From Surrey he had me give him a ride home in a splendid Range Rover that I had borrowed. He was convinced that it was mine and that maybe I had bought it from my Caroline earnings which of course were nil. All the way to Chelsea and in many different ways he tried to get me to admit that the car was mine finally or seemingly letting the subject drop before saying "So, how much did you pay for it?". There was no malice in the question, just that his mind would not compute that a person would work for so long without expecting any reward.
On various journeys, our subjects covered were strange and delightful. When a person might drop into to conversation that they had bought a new lawn mower, Ronan would talk about the time he bought an experimental nuclear spaceship, or his promotion of an engine that ran on water, which of course it did not.

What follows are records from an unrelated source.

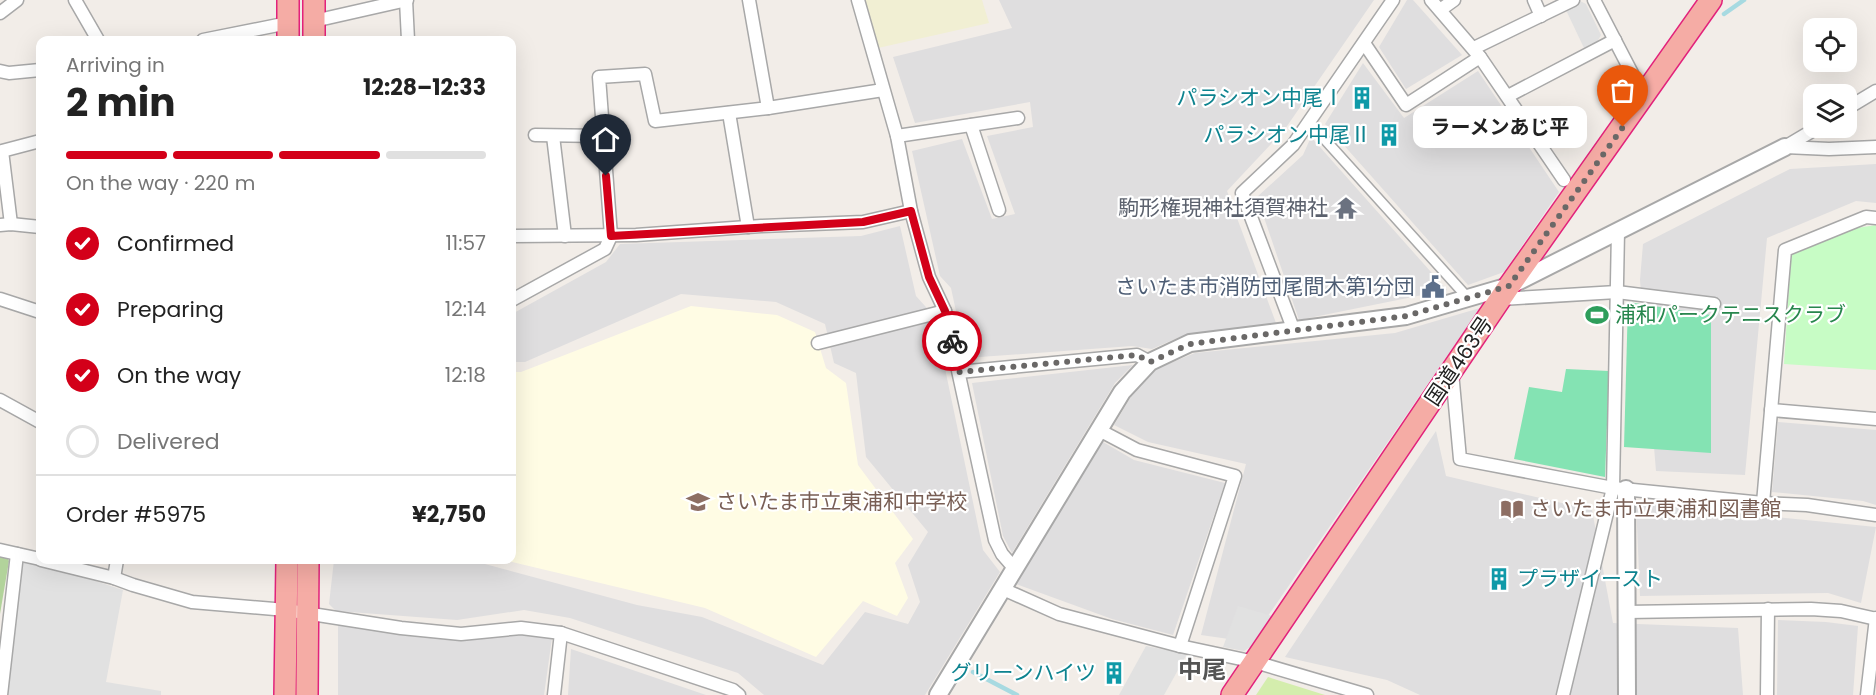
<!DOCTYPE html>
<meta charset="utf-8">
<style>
:root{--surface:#fff;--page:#f6f6f6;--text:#222;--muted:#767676;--line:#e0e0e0;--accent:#d30019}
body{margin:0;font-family:Poppins,"Noto Sans JP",sans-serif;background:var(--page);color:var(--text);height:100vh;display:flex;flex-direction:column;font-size:22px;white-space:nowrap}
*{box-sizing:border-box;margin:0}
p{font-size:20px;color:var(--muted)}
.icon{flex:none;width:33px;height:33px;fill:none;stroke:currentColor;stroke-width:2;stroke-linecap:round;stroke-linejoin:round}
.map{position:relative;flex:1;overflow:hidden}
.sheet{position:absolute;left:36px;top:36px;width:480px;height:528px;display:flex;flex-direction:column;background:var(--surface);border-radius:12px;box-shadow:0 6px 24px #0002}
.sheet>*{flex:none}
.tools{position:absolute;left:1803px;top:18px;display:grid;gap:12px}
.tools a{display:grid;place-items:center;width:54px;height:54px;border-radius:12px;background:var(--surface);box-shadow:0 6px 24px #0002;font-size:30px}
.pin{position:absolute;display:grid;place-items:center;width:51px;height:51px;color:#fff;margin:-62px -26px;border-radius:50% 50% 50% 0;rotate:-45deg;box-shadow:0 0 6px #0007}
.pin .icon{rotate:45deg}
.courier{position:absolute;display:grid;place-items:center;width:60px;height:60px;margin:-30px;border:4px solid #d30019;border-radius:50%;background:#fff;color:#222;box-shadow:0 2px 8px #0007}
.bubble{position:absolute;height:42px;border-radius:12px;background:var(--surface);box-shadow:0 6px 24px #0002;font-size:20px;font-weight:700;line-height:42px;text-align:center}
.overview em{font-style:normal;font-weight:700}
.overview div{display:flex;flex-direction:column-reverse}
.overview{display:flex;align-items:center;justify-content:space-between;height:102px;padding:0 30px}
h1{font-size:39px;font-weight:700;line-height:45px}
.bar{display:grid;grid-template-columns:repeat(4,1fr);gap:9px 6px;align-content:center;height:72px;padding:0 30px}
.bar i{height:8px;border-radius:4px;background:var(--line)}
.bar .selected{background:var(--accent)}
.bar p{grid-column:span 4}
.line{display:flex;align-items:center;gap:15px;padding:0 30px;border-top:2px solid var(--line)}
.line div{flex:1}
ol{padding:0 30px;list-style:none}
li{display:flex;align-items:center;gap:18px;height:66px}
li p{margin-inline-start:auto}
li .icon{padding:6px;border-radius:50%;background:var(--accent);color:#fff;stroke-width:4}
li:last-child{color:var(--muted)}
li i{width:33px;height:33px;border:3px solid var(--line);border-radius:50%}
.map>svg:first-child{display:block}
</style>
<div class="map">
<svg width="1876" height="695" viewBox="0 0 1876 695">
<rect width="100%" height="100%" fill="#f2ede8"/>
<!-- residential -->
<g fill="#dfdedf">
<polygon points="999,0 1374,0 1285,129 1227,191 1276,323 1182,336 1152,349 1132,346 966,358 951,288 940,276 912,151 962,139 992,219 1015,214 987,136 1033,127 1030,102 915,123 893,57 1012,28"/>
<polygon points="1407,0 1413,0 1462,55 1406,89 1379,47"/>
<polygon points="1363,63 1404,118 1478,71 1559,192 1504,272 1468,285 1325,124"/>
<polygon points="1311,137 1447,290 1299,320 1257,197 1303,155"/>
<polygon points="1876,164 1876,203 1856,201 1767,238 1745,475 1656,471 1640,280 1643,244 1790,169"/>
<polygon points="900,226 916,296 934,316 983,550 1000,572 925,695 764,695 738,673 570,618 524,610 457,620 336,611 329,604 334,560 470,560 637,605 702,617 823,665 865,612 908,624 920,602 908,565 928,532 866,457 856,373 834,363 825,324 776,302 681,294 525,362 512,362 512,314 606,262 620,244 861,236"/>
<polygon points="1480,308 1250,642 1201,635 1246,464 1148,442 1114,425 1132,395 1158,368 1195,353 1395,333"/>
<polygon points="1133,365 1115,383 1012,553 1003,536 972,383"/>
<polygon points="1778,422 1876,430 1876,505 1863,501 1772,492"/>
<polygon points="1436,431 1446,476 1592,510 1613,623 1738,628 1743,695 1420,695 1387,680 1285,657"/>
<polygon points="1103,442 1134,460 1225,483 1173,635 1112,619 1016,584"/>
<polygon points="1636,503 1876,527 1861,603 1828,593 1640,596"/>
<polygon points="1778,620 1826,622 1858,626 1853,695 1777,695"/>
<polygon points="338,625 464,638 519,633 549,635 552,638 544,695 338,695"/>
<polygon points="571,649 706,695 568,695"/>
</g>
<!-- education -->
<polygon fill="#fffce4" points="691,306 777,315 815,332 826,368 846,383 858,465 913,539 895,563 908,598 897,616 863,601 816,657 705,608 504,560 512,560 512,372 521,372"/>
<!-- farmland -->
<polygon fill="#f1efd3" points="865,0 982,0 989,23 878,48"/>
<!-- grass -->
<polygon fill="#d4edad" points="1268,677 1325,695 1256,695"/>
<!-- forest -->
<polygon fill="#b2d39b" points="0,554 6,555 9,561 0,614"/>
<!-- park -->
<polygon fill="#c7fcc5" points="1876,225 1876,370 1784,364 1791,255 1794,249 1857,228"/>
<!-- pitch -->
<g fill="#84e3b3">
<polygon points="1628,302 1711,315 1711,453 1624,447"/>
<polygon points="1566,369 1609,371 1605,477 1514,459 1529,387 1562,392"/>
</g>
<!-- parking -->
<g fill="#e1e1e1">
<polygon points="1580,1 1586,4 1601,35 1597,42 1584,48 1565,8"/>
<polygon points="25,558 123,590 106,682 161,691 161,695 3,695 21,562"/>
<polygon points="1238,606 1272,616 1250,647 1244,651 1223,647"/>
<polygon points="1146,646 1187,654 1164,695 1119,695"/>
</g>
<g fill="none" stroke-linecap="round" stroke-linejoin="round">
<!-- stream -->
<g stroke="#a7dae1" stroke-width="4.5">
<polyline points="1724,14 1744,0"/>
<polyline points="973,672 1017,695"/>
</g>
<!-- pedestrian casing -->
<g stroke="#a8a8a8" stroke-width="12">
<polyline id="pedestrian" points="1309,122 1468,298"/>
</g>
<!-- minor casing -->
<g stroke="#a8a8a8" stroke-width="15">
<g id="minor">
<polyline points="75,0 98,40"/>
<polyline points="406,0 408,40"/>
<polyline points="749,0 768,108"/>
<polyline points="858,0 897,136 911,211 929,277 945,311 995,540 1002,554 1015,569"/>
<polyline points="1431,0 1480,57 1564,180"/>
<polyline points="1534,0 1541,16"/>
<polyline points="1594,0 1636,81 1647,92"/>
<polyline points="1440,10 1454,0"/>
<polyline points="0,13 17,0"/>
<polyline points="314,21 407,0"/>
<polyline points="203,40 288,23"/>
<polyline points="1364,43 1406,105 1480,57"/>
<polyline points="1474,48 1573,0"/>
<polyline points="0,71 9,73 40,70"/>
<polyline points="1508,96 1615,40"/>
<polyline points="1846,109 1876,91"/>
<polyline points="729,113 748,227"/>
<polyline points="971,125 999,210"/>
<polyline points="535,135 603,136"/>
<polyline points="553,136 565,236"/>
<polyline points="897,136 1018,118"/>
<polyline points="1785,147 1829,149 1876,147"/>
<polyline points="1785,147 1817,128"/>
<polyline points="11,224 2,151 40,141"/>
<polyline points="0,225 11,224 40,227"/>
<polyline points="512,236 636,235 761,226 863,222 911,211"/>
<polyline points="0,299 40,312"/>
<polyline points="1501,299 1617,292 1714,304"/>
<polyline points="512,300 605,249 611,236 599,77 645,74 655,121 768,108 883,90"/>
<polyline points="1294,331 1242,193 1293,145 1393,0"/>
<polyline points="818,343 945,311"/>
<polyline points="959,372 1137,355 1150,362"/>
<polyline points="1452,372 1460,459 1613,488 1763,503 1807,505 1876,515"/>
<polyline points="0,400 40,422"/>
<polyline points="1771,410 1876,419"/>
<polyline points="1099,430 1137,450 1235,476 1180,646"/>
<polyline points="1763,503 1785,250 1866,217 1876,218"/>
<polyline points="0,550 40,559"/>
<polyline points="41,560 114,578 133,585 192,602 286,610 401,628 461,634 521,628 561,633 733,690 739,695"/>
<polyline points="114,578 117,560"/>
<polyline points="1003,589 1059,614 1180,646 1255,662 1367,695"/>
<polyline points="1627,612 1811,609 1841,611 1876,619"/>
<polyline points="1,695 17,554"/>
<polyline points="554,695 561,633"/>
<polyline points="1563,695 1613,488 1618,231"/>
<polyline points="1767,695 1768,609"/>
<polyline points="1867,695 1876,618"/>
</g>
</g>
<!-- tertiary casing -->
<g stroke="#a8a8a8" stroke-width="20">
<g id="tertiary">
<polyline points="1626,489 1627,695"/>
<polyline points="938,695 1122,392 1150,362 1190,343 1406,316 1509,286 1785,147"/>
</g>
</g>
<!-- trunk casing -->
<g stroke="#e2227b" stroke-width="24">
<g id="trunk">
<polyline points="288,0 288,40"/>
<polyline points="314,0 314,40"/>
<polyline points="285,695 287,560"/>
<polyline points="307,695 308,560"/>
<polyline points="1232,695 1509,286 1711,0"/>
</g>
</g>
<!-- pedestrian -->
<use href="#pedestrian" stroke="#fff" stroke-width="9"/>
<!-- minor -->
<use href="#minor" stroke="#fff" stroke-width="12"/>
<!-- tertiary -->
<use href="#tertiary" stroke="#fff" stroke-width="16"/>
<!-- trunk -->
<use href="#trunk" stroke="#f5aca5" stroke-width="21"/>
</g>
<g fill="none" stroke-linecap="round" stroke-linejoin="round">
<!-- done -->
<polyline stroke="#6a6867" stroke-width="6" stroke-dasharray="0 10.8" points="952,341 959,372 1137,355 1150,362 1190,344 1406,316 1509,286 1623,127"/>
<!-- route -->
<polyline stroke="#d30019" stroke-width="8" points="606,176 611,236 863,222 911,211 929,277 945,311 952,341"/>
</g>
<!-- icons -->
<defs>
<g id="building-bare" transform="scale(1.8)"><path d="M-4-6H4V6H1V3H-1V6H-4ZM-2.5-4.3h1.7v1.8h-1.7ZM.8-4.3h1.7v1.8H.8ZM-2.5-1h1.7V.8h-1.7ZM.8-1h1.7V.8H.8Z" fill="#0f9aa8" stroke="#fff" stroke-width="2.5" paint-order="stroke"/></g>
<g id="temple-bare" transform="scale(1.8)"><path d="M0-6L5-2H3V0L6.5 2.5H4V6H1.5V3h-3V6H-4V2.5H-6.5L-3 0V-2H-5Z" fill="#6b7280" stroke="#fff" stroke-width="2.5" paint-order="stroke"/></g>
<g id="civic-bare" transform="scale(1.8)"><path d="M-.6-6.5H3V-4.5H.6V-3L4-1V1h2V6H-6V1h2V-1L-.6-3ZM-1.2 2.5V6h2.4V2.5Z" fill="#5c6f8a" stroke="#fff" stroke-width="2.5" paint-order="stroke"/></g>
<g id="stadium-bare" transform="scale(1.8)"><path d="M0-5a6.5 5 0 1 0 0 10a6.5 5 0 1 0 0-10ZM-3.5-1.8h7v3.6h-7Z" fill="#2e9e5b" stroke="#fff" stroke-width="2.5" paint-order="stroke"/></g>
<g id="school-bare" transform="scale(1.8)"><path d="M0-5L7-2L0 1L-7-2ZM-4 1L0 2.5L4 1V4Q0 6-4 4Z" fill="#8d6e63" stroke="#fff" stroke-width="2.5" paint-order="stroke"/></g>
<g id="library-bare" transform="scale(1.8)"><path d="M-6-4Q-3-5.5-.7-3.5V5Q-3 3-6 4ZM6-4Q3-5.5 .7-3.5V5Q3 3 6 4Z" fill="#8d6e63" stroke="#fff" stroke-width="2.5" paint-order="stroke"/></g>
</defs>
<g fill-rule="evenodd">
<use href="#building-bare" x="1362" y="98"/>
<use href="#building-bare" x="1389" y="135"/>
<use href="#temple-bare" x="1346" y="208"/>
<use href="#civic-bare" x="1433" y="287"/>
<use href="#stadium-bare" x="1597" y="315"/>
<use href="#school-bare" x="698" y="502"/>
<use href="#library-bare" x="1512" y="509"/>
<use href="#building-bare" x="1499" y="579"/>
<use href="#building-bare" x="1114" y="673"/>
</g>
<g text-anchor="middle" stroke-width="4.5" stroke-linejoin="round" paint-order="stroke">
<!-- culture labels -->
<g font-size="21" fill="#0d838f" stroke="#fff" text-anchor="end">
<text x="1344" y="105">パラシオン中尾Ⅰ</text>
<text x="1371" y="142">パラシオン中尾Ⅱ</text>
<text x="1517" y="586" text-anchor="start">プラザイースト</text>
<text x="1096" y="680">グリーンハイツ</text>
</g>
<!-- worship labels -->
<g font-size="21" fill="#5b616d" stroke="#fff" text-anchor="end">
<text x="1328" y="215">駒形権現神社須賀神社</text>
</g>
<!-- service labels -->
<g font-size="21" fill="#4e5e75" stroke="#fff" text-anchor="end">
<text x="1415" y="294">さいたま市消防団尾間木第1分団</text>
</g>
<!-- leisure labels -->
<g font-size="21" fill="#27864d" stroke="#fff" text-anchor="start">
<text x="1615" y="322">浦和パークテニスクラブ</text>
</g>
<!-- street labels -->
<g font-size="21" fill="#212121" stroke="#fff">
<text transform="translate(1459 361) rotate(-56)" y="7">国道463号</text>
</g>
<!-- education labels -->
<g font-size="21" fill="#785e54" stroke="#fff" text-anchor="start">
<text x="716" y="509">さいたま市立東浦和中学校</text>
<text x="1530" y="516">さいたま市立東浦和図書館</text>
</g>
<!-- quarter labels -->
<g font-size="24" font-weight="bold" fill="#545454" stroke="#fff">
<text x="1202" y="678">中尾</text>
</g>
</g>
</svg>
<div class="tools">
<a><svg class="icon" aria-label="locate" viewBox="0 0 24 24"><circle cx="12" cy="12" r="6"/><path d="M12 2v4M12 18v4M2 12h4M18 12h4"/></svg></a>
<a><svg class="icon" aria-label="layers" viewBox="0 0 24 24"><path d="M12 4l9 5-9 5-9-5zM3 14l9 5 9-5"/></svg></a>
</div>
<div class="pin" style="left:1623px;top:127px;background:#ea580c"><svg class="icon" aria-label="bag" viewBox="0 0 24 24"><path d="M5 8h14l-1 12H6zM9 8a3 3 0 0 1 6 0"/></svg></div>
<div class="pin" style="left:606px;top:176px;background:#1f2937"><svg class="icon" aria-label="home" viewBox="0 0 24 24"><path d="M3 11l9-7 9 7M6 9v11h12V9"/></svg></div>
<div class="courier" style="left:952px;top:341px"><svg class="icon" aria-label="bike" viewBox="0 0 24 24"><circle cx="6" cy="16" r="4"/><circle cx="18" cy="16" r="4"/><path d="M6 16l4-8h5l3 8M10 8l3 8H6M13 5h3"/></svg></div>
<div class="bubble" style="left:1413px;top:106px;width:174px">ラーメンあじ平</div>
<section class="sheet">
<div class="overview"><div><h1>2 min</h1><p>Arriving in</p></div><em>12:28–12:33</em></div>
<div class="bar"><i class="selected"></i><i class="selected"></i><i class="selected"></i><i></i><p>On the way · 220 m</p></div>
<ol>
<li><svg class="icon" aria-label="check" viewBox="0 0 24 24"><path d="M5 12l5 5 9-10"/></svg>Confirmed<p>11:57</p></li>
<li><svg class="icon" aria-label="check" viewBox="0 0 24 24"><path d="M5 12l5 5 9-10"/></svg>Preparing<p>12:14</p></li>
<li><svg class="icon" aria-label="check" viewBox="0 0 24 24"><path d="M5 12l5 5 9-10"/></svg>On the way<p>12:18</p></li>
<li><i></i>Delivered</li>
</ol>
<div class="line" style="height:78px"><div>Order #5975</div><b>¥2,750</b></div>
</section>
</div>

.... Conversely on the Saturday of the 1989 raid on the Ross he called me when I was veering between despair and furious anger. "Look at it this way" he said calmly and slowly, "It could have been just another boring Saturday afternoon for you". But later he became so guarded as to only hold conversations in moving vehicles or on deserted railway platforms. We dragged his doomed legal case concerning the raid to one law firm after another, often having to lodge cash deposits into court to keep the case active. Ronan really thought that he was playing poker with HM Government and that if he kept raising the stakes they would blink first. They did not and the money was lost.
For a man who lived on his wits, dementia was the cruellest blow. (sic) .... A clever man, sometimes verging on genius. Eccentric of course, sometimes unscrupulous, but suddenly kind and warm hearted. A rogue maybe, but a charismatic and loveable rogue. ...."
I have deleted loony references to his many claims to his own self-importance which were derived from either the achievements of other people, or plucked out of thin air as mere daydreams.
To my mind this is a very strange 'tribute' to Ronan O'Rahilly by Malcolm Smith, because if I was the living subject of these words I might be tempted to conclude that the writer was mocking me as a total fool and con-man. On the other hand, that is exactly what Ronan O'Rahilly was!
One thing is certain: Ronan O'Rahilly did not create Radio Caroline and he had absolutely no impact on the development of British broadcasting. Ronan O'Rahilly was a fraud who fooled a lot of people and some of them have created a quasi-religious cult around him.
If remembrances should have been made to offshore broadcasting pioneers who did influence British broadcasting, they should have recalled Allan James Crawford; Don Pierson and Ted Allbuery.